What is a data timeliness check?

When collecting various sorts of data, we usually keep track of the date the data was collected.

But, in terms of data observability, what matters most is when the data was uploaded and whether it is current.

Assume we’re using a scheduler, such as Airflow that delivers revenue data to the database at the end of the day. The data import may fail if we do not specify a timeout for a certain task in DAG, or if we choose a timeout that is too short. One task might crash and the subsequent one won’t launch. As a consequence, we don’t have data for today, which creates a dilemma. It is crucial to do regular timeliness checks to avoid this from occurring.

The consistency of these types of data sets is critical. Before you begin any analysis, double-check that the data is current and free of gaps. Such failures can be caused by a variety of factors, including a lost connection during insertion, a failure to send data on time, or a loss of access to a database (due to a change of location or permissions). They all imply that the data might not be uploaded in a timely manner, resulting in inaccurate analysis results.

Timeliness checks are aimed at verifying whether the data is up to date, there is no delay in loading files into the databases, or whether it does not take too much time.

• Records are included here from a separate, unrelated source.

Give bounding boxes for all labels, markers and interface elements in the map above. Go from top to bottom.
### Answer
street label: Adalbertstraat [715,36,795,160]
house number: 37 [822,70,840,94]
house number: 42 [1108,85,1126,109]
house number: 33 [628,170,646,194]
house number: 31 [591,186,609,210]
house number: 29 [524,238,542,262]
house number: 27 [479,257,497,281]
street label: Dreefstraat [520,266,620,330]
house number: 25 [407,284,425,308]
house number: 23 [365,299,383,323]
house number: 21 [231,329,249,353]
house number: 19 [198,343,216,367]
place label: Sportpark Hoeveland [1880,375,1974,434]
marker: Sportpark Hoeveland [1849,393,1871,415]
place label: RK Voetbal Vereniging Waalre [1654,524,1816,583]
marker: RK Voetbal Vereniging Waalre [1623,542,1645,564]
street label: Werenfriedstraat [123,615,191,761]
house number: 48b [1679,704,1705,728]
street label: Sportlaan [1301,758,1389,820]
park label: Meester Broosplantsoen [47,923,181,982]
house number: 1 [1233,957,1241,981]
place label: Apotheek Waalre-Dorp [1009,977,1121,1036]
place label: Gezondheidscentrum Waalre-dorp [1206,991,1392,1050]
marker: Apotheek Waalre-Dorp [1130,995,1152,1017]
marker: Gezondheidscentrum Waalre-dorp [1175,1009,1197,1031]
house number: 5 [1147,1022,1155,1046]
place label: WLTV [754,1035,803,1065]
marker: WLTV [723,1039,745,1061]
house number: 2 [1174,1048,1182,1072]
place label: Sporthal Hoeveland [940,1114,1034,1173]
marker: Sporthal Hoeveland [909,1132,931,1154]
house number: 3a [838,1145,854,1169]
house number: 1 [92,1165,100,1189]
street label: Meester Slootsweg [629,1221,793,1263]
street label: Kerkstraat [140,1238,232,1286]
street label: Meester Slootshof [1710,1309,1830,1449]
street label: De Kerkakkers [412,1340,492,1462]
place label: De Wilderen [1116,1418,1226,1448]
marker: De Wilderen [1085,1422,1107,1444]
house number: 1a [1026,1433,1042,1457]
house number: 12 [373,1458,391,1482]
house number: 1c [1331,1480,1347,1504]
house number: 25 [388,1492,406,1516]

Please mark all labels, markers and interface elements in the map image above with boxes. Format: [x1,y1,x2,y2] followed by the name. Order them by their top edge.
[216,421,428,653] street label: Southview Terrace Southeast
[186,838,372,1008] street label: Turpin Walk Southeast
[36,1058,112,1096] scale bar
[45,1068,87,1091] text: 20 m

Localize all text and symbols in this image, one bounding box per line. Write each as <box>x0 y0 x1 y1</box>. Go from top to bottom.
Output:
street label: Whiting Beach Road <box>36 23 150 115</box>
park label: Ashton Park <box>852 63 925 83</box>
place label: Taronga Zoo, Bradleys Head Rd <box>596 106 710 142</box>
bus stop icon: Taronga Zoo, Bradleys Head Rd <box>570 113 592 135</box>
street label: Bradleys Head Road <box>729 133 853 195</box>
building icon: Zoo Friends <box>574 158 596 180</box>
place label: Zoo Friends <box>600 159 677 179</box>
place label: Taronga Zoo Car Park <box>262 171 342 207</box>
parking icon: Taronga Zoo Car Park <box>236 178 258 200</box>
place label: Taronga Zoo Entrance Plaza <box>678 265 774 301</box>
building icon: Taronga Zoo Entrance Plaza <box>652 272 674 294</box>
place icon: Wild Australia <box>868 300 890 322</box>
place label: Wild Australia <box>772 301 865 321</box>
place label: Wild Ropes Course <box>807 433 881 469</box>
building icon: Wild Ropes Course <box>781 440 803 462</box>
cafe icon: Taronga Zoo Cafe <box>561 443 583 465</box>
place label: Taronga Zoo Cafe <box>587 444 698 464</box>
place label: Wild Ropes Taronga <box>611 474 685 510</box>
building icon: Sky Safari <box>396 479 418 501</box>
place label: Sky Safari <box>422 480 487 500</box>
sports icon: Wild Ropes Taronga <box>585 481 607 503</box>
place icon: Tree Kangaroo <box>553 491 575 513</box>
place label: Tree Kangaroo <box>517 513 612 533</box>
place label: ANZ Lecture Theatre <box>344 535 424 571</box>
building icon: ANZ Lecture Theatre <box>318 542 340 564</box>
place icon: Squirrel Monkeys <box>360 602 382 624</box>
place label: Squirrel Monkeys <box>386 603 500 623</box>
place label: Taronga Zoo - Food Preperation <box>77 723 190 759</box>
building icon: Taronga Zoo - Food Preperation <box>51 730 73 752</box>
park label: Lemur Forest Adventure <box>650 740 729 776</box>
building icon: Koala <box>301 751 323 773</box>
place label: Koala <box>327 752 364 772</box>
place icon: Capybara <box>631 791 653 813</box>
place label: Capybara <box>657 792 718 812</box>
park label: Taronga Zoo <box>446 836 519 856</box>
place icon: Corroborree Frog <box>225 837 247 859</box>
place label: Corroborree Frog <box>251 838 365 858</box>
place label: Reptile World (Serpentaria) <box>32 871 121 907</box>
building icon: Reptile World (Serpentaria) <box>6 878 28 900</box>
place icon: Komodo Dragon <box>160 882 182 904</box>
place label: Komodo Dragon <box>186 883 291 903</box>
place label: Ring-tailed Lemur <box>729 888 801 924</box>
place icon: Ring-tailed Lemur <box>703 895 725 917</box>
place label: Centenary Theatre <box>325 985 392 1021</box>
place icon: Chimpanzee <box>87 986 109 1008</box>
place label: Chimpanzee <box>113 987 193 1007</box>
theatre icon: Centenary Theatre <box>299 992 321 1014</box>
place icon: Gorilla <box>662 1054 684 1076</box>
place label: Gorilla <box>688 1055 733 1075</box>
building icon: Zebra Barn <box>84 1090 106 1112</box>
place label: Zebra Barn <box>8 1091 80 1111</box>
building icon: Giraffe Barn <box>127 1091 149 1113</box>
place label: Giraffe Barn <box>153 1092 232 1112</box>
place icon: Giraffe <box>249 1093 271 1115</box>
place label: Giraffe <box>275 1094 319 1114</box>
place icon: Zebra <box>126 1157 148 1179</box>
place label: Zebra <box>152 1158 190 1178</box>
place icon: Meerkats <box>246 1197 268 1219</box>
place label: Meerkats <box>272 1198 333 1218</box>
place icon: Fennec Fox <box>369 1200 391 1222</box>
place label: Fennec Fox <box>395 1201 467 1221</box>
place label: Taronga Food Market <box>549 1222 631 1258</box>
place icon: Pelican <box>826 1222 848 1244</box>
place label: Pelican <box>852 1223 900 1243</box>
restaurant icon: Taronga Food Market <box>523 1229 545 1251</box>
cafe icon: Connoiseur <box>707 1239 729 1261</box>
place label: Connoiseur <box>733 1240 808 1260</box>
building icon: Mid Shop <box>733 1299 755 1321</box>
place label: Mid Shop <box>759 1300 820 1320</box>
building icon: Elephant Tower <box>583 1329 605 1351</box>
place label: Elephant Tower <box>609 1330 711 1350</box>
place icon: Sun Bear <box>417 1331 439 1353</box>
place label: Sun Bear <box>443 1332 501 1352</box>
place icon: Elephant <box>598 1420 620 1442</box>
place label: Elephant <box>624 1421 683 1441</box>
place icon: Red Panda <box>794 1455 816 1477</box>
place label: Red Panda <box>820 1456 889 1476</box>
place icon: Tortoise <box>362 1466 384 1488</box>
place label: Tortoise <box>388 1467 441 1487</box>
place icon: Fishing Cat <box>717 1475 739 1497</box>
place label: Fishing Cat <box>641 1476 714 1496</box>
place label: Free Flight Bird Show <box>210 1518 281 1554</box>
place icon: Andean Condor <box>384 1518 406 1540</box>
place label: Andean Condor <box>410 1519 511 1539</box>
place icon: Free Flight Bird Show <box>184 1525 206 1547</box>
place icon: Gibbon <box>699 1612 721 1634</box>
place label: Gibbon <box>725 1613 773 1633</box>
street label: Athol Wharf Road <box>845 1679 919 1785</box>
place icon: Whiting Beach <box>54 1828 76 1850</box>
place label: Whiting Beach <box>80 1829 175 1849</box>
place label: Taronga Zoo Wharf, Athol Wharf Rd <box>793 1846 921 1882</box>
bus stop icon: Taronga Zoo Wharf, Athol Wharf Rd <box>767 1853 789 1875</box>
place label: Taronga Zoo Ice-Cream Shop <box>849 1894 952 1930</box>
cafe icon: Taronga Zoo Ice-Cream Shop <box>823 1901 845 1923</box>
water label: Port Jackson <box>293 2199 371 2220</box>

In this article, we will show how to perform a data timeliness check. We will use electricity load data which should be updated every 15 minutes.

We will get the data timeliness information, by extracting the delays between each two, neighboring record’s time stamps. Then we will save them in the result table and see if the data is current.

Table of Contents

What is data timeliness

The dimension that checks if the data is current is called data timeliness. A measure of this dimension is the time between when the data is expected to appear, and when it is available. The principles of when to perform a timeliness check are dictated by the time when we expect a new batch of data.

There are a couple of different checks that you can associate with timeliness. The most fundamental one is controlling data for being up to date, e.g. you can check if the data emerges regularly, you can find out the interval of two events (for example the date of data arrival and the tests upon it), etc.

Of course, when performing such checks everything may be fine – the data is processed regularly with no errors. So you might ask:

Why do we need the test if everything is correct? 

In a great majority of cases, it is dangerous to assume that the dataset has no flaws.

In the real case scenario, there is a procedure to find out whether everything is correct concerning timeliness and other data quality dimensions.

As we discussed earlier, timeliness is a dimension we should test regularly. Constant information over data flow is a major aspect of data observability. If we observe incorrectness in timeliness, it is a sign that some issues might appear.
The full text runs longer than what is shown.